▶ [Assignment] From the material below, copy every line in which the word "rotate" occurs.

§ §

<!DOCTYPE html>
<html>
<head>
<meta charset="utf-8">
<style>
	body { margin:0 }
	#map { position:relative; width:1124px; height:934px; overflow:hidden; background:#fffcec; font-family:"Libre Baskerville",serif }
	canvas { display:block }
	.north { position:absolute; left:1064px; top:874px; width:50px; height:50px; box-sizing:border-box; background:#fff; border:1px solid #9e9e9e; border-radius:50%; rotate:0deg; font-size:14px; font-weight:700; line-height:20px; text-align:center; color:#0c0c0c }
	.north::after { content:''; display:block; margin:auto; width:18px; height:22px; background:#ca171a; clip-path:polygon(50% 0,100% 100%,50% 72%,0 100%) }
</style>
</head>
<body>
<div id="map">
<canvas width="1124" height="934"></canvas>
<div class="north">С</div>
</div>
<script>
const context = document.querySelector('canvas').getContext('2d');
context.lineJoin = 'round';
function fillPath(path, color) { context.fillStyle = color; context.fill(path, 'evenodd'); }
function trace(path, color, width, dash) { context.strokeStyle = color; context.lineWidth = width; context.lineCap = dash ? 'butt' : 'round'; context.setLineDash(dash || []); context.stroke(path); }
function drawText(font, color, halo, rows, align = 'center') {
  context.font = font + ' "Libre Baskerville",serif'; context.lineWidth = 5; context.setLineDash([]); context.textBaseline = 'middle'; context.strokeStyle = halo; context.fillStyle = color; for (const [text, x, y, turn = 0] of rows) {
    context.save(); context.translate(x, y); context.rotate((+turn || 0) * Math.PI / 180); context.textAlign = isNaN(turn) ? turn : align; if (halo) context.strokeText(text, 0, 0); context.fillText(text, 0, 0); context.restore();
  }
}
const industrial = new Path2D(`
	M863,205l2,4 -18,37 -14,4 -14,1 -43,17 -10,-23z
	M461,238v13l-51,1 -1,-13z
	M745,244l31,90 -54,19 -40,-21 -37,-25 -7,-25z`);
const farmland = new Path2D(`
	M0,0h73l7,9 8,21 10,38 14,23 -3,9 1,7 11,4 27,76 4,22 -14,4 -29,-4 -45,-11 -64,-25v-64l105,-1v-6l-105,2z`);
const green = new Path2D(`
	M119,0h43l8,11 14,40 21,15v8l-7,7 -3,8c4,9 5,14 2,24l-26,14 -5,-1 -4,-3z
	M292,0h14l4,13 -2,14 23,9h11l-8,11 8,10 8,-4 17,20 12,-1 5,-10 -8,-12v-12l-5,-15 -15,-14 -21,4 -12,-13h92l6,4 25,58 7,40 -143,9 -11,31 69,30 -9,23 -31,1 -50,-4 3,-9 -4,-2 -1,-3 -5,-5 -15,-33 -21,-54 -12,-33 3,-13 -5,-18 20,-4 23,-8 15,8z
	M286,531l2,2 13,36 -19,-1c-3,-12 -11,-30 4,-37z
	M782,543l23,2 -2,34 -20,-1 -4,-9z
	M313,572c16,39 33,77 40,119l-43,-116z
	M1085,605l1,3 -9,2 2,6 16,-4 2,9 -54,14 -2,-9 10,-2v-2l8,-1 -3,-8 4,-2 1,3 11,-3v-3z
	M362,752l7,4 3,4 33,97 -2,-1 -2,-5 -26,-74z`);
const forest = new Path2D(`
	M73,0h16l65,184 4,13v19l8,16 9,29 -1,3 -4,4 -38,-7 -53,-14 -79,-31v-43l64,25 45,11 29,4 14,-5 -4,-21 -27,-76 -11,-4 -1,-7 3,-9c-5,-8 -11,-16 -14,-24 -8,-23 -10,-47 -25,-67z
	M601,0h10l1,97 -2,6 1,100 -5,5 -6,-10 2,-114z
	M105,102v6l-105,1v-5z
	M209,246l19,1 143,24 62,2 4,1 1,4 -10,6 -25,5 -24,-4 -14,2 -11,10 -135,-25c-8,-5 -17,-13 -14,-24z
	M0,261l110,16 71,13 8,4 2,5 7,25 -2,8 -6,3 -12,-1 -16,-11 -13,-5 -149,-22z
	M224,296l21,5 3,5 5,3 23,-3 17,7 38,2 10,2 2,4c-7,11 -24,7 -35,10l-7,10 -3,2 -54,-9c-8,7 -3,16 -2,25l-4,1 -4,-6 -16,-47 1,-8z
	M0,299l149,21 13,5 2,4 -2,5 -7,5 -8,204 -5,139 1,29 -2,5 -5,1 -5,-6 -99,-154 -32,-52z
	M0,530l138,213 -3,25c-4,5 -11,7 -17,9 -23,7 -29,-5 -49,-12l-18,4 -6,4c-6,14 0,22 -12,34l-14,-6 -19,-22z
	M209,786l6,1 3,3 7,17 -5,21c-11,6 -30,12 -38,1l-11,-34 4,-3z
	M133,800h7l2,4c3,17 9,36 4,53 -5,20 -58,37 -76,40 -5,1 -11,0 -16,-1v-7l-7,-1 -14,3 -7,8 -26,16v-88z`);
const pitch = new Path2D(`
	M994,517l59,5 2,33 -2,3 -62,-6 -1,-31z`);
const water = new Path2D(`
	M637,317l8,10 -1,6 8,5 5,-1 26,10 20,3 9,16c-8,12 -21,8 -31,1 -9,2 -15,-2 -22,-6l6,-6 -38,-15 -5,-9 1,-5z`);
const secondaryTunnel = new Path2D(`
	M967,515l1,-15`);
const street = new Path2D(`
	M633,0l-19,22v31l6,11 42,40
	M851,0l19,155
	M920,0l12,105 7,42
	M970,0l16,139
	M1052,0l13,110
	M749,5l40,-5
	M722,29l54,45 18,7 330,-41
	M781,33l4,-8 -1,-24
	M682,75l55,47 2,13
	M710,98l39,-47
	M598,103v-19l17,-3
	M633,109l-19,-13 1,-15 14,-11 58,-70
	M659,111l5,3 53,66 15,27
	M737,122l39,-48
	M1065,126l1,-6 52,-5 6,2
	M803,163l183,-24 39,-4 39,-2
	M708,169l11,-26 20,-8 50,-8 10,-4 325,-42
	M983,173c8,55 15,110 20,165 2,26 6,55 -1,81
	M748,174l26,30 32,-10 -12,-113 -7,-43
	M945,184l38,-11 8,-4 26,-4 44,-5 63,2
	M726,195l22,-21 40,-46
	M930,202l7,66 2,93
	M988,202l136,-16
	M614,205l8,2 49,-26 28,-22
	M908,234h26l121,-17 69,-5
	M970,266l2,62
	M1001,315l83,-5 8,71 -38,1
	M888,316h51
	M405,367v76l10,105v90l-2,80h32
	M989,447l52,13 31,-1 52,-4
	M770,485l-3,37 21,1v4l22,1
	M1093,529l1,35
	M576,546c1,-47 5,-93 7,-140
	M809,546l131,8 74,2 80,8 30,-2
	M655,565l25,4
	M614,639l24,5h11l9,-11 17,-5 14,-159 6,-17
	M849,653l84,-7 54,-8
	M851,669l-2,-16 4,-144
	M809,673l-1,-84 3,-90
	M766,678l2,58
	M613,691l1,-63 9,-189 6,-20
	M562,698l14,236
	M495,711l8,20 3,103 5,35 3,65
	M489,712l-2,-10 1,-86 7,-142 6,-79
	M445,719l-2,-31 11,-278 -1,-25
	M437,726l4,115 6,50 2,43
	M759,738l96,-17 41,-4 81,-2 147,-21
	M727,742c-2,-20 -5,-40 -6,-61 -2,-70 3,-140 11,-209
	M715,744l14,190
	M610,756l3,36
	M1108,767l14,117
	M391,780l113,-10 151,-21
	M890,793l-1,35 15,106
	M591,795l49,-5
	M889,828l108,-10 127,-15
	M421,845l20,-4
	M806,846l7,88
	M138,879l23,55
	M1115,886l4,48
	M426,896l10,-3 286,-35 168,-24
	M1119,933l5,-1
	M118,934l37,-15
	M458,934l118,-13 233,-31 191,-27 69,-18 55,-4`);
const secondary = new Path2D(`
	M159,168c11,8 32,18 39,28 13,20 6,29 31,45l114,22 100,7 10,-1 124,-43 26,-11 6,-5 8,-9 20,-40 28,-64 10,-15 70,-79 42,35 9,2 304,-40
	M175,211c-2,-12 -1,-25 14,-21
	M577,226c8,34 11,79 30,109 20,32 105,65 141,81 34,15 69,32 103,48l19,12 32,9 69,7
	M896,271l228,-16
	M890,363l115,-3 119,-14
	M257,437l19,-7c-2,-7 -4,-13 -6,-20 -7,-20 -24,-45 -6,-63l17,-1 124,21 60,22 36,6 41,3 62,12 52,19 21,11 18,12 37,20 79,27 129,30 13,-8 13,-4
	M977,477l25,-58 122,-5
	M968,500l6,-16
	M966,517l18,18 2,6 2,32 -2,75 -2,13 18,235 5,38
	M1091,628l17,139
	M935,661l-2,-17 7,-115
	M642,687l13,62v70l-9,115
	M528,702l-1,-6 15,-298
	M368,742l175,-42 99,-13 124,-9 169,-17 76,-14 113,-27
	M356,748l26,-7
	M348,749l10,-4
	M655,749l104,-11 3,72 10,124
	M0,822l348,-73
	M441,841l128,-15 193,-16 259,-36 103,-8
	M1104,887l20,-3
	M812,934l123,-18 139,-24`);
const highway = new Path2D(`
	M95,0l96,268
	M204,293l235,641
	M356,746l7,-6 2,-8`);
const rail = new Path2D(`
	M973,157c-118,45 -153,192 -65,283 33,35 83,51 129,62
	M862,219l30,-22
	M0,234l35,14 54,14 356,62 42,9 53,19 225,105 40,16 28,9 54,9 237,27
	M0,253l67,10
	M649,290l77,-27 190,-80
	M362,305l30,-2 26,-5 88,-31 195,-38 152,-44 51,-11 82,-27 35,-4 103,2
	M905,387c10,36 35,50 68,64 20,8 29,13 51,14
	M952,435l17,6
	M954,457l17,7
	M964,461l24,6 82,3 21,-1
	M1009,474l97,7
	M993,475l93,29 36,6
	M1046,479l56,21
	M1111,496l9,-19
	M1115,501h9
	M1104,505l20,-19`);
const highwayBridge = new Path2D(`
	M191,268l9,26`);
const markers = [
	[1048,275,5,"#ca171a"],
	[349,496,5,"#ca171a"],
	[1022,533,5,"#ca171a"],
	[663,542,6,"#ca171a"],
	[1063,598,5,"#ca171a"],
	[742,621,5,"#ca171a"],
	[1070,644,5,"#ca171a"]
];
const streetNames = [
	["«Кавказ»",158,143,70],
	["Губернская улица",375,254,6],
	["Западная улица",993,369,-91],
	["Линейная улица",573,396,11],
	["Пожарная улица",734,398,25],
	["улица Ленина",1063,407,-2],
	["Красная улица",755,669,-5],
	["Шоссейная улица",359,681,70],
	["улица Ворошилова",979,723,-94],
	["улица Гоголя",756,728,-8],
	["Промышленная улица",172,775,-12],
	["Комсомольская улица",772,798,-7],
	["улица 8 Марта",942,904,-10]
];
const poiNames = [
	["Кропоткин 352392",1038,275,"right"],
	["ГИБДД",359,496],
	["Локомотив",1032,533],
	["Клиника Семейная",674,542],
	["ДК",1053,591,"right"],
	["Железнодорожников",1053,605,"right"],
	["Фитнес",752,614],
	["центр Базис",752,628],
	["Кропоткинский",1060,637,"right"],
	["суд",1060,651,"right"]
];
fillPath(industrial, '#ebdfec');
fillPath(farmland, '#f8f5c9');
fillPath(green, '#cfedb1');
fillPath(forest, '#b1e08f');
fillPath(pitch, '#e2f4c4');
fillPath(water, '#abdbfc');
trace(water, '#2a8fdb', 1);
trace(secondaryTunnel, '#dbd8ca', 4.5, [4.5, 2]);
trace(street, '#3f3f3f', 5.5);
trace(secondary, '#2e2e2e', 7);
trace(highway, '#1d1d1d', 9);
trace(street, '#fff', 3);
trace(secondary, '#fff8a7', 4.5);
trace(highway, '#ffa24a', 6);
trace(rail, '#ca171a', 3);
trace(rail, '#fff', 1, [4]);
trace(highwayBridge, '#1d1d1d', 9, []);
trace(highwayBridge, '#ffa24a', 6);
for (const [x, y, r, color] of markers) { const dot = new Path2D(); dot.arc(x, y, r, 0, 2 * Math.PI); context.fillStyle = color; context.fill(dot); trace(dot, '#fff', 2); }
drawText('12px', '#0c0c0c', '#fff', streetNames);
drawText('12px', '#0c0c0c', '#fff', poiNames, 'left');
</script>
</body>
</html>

§ §

▶ [Answer below]
	.north { position:absolute; left:1064px; top:874px; width:50px; height:50px; box-sizing:border-box; background:#fff; border:1px solid #9e9e9e; border-radius:50%; rotate:0deg; font-size:14px; font-weight:700; line-height:20px; text-align:center; color:#0c0c0c }
    context.save(); context.translate(x, y); context.rotate((+turn || 0) * Math.PI / 180); context.textAlign = isNaN(turn) ? turn : align; if (halo) context.strokeText(text, 0, 0); context.fillText(text, 0, 0); context.restore();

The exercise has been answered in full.